= HOW TO COMPLETE THIS TASK =
Please print out every entry below, verbatim.

= DATA FOR THIS TASK =
++++++
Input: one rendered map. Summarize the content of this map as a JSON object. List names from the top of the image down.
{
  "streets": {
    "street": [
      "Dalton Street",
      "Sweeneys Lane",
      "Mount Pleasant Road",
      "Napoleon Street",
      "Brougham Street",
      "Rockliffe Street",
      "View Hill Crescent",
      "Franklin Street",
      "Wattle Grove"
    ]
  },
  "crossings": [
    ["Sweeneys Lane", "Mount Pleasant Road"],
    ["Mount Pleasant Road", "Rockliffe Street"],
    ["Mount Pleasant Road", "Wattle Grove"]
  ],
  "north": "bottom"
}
++++++
= RESULT OF THIS EXERCISE =
Input: one rendered map. Summarize the content of this map as a JSON object. List names from the top of the image down.
{
  "streets": {
    "street": [
      "Dalton Street",
      "Sweeneys Lane",
      "Mount Pleasant Road",
      "Napoleon Street",
      "Brougham Street",
      "Rockliffe Street",
      "View Hill Crescent",
      "Franklin Street",
      "Wattle Grove"
    ]
  },
  "crossings": [
    ["Sweeneys Lane", "Mount Pleasant Road"],
    ["Mount Pleasant Road", "Rockliffe Street"],
    ["Mount Pleasant Road", "Wattle Grove"]
  ],
  "north": "bottom"
}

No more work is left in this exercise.